━━ DATA FOR PROCESSING

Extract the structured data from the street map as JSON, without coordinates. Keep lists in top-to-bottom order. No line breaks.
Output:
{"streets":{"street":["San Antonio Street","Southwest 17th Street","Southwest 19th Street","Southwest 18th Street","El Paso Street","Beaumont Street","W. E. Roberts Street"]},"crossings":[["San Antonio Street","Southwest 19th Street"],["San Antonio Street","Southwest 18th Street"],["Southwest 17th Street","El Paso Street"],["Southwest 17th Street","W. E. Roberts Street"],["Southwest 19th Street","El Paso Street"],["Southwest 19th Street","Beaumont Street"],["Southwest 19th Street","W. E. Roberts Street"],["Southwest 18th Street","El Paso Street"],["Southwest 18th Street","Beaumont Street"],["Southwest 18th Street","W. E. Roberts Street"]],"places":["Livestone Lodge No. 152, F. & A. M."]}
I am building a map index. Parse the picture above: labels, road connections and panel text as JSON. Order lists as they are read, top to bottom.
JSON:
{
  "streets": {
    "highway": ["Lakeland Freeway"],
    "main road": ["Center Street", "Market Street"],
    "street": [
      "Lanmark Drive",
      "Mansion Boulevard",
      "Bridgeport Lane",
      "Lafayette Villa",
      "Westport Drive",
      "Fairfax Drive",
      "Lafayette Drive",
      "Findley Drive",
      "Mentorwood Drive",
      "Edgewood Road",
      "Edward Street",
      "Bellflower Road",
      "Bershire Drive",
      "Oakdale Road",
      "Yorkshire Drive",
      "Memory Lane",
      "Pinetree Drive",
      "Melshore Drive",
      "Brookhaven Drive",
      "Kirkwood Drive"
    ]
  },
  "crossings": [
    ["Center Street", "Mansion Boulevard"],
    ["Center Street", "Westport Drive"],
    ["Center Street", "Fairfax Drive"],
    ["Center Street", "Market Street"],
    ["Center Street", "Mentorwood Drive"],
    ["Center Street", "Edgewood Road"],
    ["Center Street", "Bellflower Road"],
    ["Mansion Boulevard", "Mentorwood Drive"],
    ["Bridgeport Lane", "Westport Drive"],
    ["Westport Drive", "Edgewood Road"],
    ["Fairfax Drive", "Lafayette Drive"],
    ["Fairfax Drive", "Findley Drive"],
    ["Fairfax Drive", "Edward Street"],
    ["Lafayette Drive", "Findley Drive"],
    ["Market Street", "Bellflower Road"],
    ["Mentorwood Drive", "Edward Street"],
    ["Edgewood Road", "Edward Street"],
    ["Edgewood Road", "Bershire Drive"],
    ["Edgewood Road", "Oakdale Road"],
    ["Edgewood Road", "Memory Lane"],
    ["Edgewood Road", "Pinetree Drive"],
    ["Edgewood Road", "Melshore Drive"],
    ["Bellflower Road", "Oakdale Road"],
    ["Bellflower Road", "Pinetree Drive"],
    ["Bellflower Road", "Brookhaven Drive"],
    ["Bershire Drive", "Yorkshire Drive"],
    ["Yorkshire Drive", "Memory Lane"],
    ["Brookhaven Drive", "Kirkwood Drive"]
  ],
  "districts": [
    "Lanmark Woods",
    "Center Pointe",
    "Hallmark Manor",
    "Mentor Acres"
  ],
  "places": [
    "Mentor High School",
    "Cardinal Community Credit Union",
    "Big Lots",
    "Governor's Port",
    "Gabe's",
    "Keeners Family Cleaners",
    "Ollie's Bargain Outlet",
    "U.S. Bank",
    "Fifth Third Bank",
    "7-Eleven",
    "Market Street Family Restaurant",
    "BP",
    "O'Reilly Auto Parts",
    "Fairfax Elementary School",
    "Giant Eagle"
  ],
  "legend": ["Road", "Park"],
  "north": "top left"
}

━━━━

EXERCISE REQUIREMENTS:
Lines above containing "Memory": give their number only.

SOLVED EXERCISE:
3